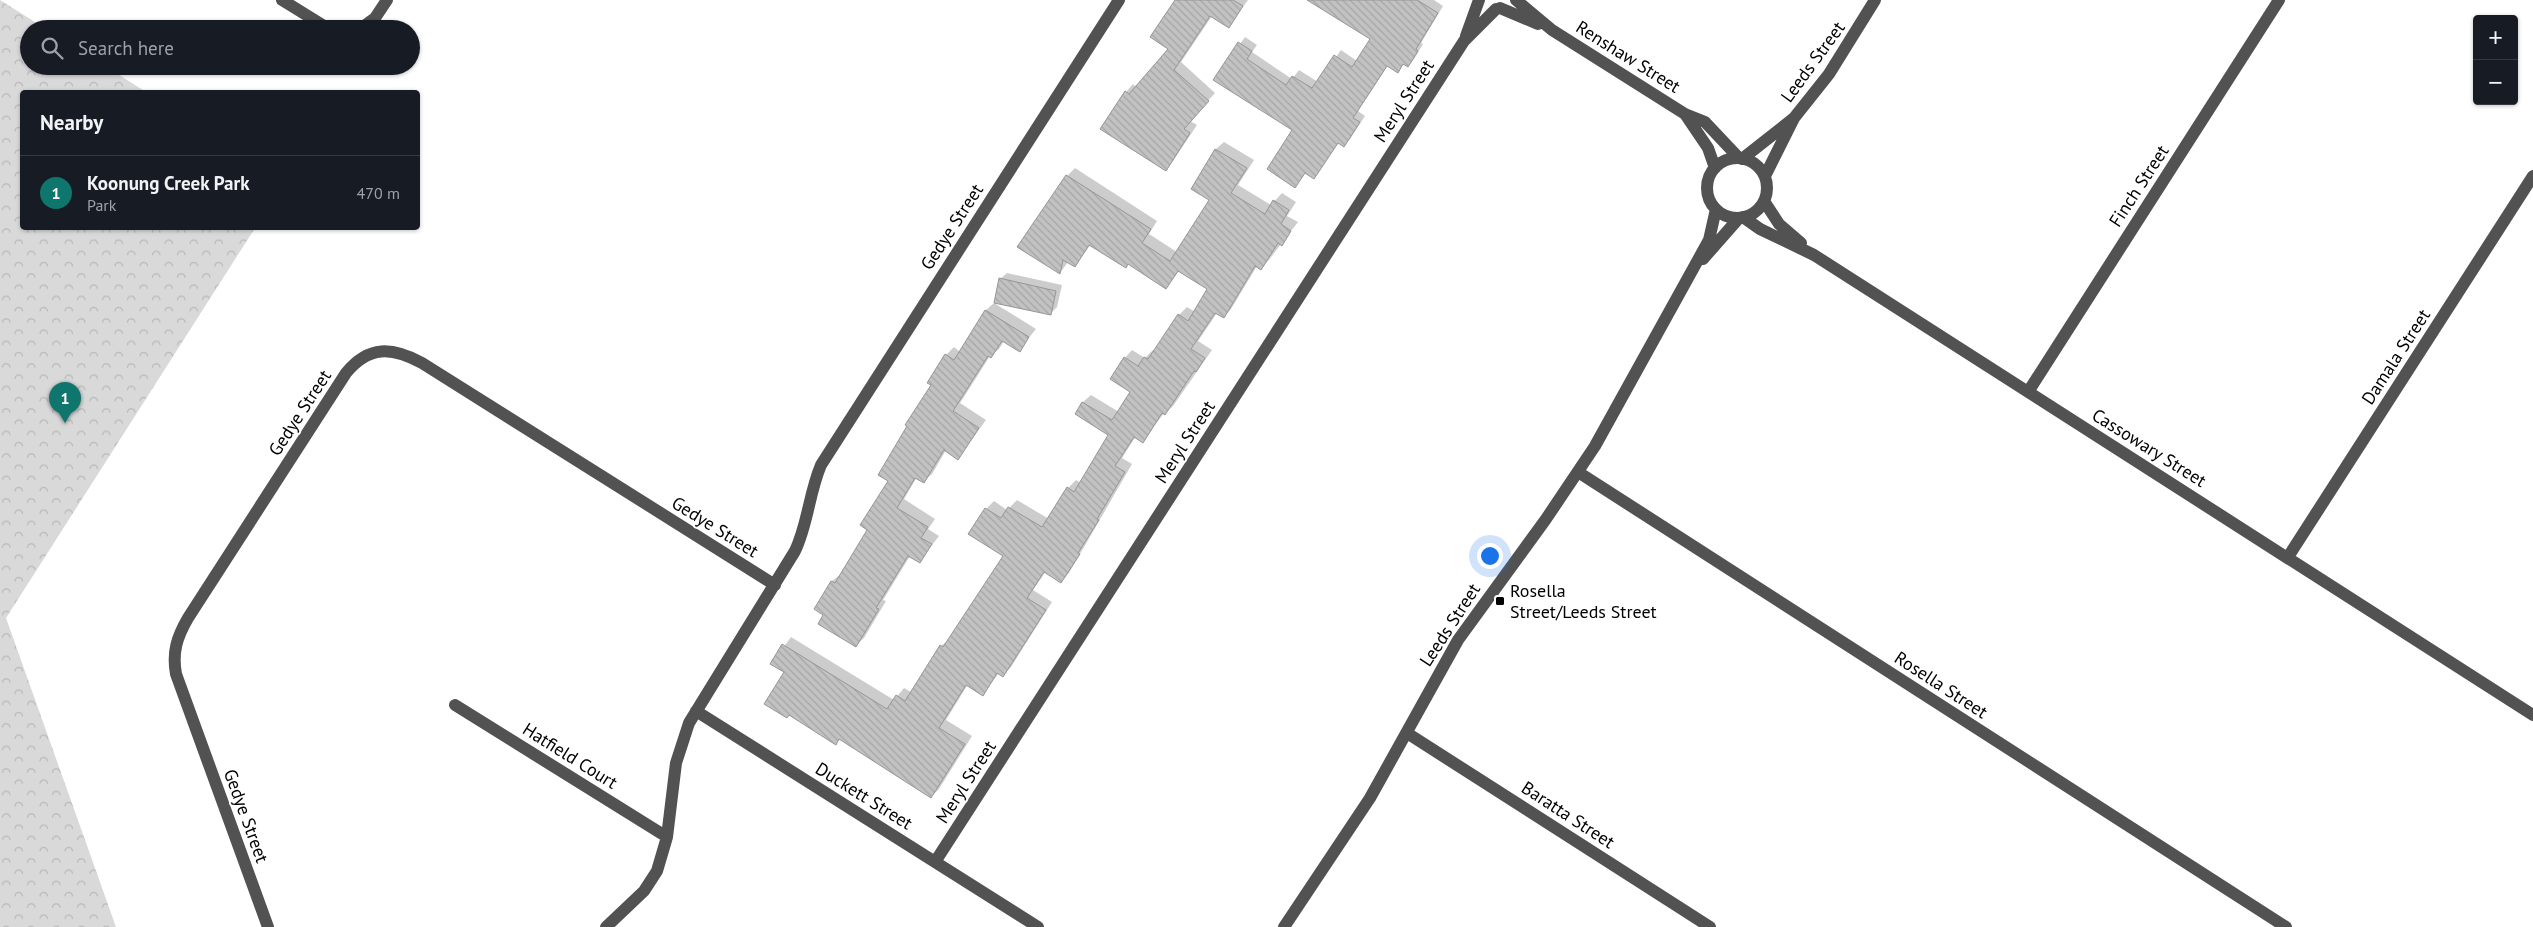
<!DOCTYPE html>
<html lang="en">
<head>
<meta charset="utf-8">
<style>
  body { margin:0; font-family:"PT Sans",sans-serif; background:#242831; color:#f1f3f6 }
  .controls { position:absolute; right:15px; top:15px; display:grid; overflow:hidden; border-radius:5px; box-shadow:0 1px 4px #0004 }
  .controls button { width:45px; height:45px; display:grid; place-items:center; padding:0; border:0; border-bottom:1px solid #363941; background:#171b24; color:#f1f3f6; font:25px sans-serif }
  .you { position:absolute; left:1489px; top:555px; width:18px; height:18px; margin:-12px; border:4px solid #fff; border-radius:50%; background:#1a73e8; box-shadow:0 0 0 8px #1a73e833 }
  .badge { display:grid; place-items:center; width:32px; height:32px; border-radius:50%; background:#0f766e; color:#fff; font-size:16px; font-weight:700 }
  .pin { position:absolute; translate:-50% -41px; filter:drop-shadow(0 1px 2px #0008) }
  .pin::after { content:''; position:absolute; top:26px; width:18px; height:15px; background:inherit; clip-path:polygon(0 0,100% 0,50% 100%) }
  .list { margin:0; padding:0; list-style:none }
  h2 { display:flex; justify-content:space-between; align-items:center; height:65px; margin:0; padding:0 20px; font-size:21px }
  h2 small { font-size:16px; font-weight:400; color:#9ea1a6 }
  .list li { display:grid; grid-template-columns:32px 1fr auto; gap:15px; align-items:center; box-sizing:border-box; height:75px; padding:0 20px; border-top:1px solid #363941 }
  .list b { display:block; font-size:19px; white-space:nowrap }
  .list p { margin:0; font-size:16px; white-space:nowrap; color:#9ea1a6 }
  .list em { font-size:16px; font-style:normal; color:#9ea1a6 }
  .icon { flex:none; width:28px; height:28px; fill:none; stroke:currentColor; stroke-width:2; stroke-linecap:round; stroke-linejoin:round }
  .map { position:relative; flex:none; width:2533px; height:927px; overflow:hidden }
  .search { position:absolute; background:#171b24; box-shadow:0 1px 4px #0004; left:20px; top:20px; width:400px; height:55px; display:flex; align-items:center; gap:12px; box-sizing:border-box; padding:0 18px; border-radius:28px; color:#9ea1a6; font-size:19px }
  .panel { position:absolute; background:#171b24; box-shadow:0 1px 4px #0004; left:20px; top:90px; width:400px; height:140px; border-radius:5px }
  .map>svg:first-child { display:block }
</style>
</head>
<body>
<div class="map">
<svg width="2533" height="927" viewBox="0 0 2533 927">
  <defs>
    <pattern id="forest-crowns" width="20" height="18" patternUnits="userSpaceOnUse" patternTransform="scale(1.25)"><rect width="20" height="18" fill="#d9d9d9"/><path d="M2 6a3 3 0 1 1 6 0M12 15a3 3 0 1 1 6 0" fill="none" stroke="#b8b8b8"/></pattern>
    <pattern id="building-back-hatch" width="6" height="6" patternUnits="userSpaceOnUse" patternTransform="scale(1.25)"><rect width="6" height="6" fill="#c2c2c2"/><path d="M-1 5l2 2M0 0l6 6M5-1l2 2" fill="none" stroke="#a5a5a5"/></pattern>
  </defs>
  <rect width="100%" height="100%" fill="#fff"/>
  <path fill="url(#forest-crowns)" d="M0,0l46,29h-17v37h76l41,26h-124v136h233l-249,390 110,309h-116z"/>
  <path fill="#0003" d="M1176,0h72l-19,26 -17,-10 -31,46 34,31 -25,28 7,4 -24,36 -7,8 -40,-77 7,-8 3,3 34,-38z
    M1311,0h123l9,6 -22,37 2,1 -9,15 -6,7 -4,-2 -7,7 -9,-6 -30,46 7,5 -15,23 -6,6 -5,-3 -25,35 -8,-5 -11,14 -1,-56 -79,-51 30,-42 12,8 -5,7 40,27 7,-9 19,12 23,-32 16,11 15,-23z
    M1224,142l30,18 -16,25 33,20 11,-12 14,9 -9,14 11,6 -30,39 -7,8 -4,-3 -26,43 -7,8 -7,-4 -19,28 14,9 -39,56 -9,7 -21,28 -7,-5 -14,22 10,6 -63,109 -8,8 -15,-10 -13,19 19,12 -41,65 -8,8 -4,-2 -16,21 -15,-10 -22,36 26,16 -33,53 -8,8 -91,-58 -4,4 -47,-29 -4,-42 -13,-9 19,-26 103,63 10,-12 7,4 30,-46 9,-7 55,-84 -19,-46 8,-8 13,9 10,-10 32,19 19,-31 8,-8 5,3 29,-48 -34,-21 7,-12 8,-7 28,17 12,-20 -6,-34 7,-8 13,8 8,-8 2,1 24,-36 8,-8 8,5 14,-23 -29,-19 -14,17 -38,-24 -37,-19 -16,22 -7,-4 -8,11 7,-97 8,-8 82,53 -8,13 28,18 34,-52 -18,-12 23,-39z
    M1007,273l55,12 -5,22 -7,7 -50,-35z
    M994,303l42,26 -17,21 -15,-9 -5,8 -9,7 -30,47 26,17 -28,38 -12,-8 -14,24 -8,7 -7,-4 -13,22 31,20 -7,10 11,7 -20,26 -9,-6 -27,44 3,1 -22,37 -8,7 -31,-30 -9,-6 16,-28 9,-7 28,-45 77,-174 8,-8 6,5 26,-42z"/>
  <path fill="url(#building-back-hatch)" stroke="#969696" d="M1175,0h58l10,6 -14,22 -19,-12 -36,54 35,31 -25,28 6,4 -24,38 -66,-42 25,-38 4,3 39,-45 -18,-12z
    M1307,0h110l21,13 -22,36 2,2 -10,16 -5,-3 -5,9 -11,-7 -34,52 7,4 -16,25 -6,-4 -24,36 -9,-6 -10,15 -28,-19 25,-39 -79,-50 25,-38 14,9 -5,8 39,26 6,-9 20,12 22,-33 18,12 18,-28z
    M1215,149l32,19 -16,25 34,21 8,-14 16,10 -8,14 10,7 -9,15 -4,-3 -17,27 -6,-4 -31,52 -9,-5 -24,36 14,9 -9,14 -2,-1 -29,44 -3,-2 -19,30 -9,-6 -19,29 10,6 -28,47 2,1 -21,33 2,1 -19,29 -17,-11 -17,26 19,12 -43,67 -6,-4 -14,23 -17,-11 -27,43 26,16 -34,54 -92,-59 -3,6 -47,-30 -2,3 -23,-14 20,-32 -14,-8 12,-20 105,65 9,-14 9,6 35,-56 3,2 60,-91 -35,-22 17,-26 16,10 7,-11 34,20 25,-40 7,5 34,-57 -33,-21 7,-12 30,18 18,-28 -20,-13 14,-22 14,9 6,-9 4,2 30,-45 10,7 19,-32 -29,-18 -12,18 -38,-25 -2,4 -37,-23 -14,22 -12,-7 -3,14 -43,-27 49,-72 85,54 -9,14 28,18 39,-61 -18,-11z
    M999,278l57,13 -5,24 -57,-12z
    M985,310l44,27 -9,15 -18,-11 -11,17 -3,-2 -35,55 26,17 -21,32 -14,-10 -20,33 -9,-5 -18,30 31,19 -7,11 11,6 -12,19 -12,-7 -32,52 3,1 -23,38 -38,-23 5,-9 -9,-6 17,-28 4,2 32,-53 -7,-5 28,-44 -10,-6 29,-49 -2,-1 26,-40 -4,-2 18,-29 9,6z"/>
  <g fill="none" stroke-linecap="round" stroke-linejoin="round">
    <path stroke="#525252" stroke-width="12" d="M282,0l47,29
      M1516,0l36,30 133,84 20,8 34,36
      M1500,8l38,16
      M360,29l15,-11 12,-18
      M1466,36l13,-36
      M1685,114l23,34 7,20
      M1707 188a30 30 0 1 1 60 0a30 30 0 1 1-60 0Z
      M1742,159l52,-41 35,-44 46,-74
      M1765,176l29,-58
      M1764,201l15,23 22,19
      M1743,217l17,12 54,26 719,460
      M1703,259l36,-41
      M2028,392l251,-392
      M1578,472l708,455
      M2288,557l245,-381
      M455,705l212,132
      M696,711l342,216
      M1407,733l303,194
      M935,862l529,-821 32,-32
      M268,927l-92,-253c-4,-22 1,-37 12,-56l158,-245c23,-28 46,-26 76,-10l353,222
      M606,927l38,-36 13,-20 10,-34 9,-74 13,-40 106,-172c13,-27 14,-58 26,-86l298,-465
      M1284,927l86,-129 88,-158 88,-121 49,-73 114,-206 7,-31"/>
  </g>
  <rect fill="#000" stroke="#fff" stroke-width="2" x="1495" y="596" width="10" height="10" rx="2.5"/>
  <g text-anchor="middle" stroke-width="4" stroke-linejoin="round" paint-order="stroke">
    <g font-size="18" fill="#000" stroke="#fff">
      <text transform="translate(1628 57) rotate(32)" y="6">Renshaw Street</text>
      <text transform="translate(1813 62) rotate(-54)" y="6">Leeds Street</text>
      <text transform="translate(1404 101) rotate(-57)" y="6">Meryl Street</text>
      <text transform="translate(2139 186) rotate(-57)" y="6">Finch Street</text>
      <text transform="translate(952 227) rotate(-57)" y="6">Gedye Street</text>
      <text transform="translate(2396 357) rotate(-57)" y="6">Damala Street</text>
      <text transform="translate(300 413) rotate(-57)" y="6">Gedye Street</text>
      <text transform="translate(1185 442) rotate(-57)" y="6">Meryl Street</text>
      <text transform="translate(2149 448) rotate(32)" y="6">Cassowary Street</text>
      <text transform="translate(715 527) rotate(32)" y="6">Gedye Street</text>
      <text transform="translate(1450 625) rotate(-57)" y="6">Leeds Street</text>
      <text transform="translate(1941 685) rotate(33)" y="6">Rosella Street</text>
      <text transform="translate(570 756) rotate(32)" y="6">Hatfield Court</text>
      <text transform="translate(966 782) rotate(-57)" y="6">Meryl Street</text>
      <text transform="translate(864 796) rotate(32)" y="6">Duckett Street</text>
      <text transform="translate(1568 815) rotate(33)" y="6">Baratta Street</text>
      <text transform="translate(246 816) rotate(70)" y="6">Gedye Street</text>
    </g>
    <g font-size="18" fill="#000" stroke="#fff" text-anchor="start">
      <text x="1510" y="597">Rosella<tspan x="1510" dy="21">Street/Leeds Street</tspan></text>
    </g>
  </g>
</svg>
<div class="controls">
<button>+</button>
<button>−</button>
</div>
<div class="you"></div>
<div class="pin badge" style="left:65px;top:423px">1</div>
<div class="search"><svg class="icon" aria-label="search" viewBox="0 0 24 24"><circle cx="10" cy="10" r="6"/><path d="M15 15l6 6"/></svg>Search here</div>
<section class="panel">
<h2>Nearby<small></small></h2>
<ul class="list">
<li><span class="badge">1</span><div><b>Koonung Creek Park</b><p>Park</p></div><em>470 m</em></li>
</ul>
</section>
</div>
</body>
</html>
========================
__Instructions for the task__
Using the records above, set down exactly the lines from the one with "font-size:16px; font-style:normal; color:#9ea1a6" through the one with "M1311,0h123l9,6 -22,37 2,1", inclusive, and nothing more.

__Answer for this exercise__
  .list em { font-size:16px; font-style:normal; color:#9ea1a6 }
  .icon { flex:none; width:28px; height:28px; fill:none; stroke:currentColor; stroke-width:2; stroke-linecap:round; stroke-linejoin:round }
  .map { position:relative; flex:none; width:2533px; height:927px; overflow:hidden }
  .search { position:absolute; background:#171b24; box-shadow:0 1px 4px #0004; left:20px; top:20px; width:400px; height:55px; display:flex; align-items:center; gap:12px; box-sizing:border-box; padding:0 18px; border-radius:28px; color:#9ea1a6; font-size:19px }
  .panel { position:absolute; background:#171b24; box-shadow:0 1px 4px #0004; left:20px; top:90px; width:400px; height:140px; border-radius:5px }
  .map>svg:first-child { display:block }
</style>
</head>
<body>
<div class="map">
<svg width="2533" height="927" viewBox="0 0 2533 927">
  <defs>
    <pattern id="forest-crowns" width="20" height="18" patternUnits="userSpaceOnUse" patternTransform="scale(1.25)"><rect width="20" height="18" fill="#d9d9d9"/><path d="M2 6a3 3 0 1 1 6 0M12 15a3 3 0 1 1 6 0" fill="none" stroke="#b8b8b8"/></pattern>
    <pattern id="building-back-hatch" width="6" height="6" patternUnits="userSpaceOnUse" patternTransform="scale(1.25)"><rect width="6" height="6" fill="#c2c2c2"/><path d="M-1 5l2 2M0 0l6 6M5-1l2 2" fill="none" stroke="#a5a5a5"/></pattern>
  </defs>
  <rect width="100%" height="100%" fill="#fff"/>
  <path fill="url(#forest-crowns)" d="M0,0l46,29h-17v37h76l41,26h-124v136h233l-249,390 110,309h-116z"/>
  <path fill="#0003" d="M1176,0h72l-19,26 -17,-10 -31,46 34,31 -25,28 7,4 -24,36 -7,8 -40,-77 7,-8 3,3 34,-38z
    M1311,0h123l9,6 -22,37 2,1 -9,15 -6,7 -4,-2 -7,7 -9,-6 -30,46 7,5 -15,23 -6,6 -5,-3 -25,35 -8,-5 -11,14 -1,-56 -79,-51 30,-42 12,8 -5,7 40,27 7,-9 19,12 23,-32 16,11 15,-23z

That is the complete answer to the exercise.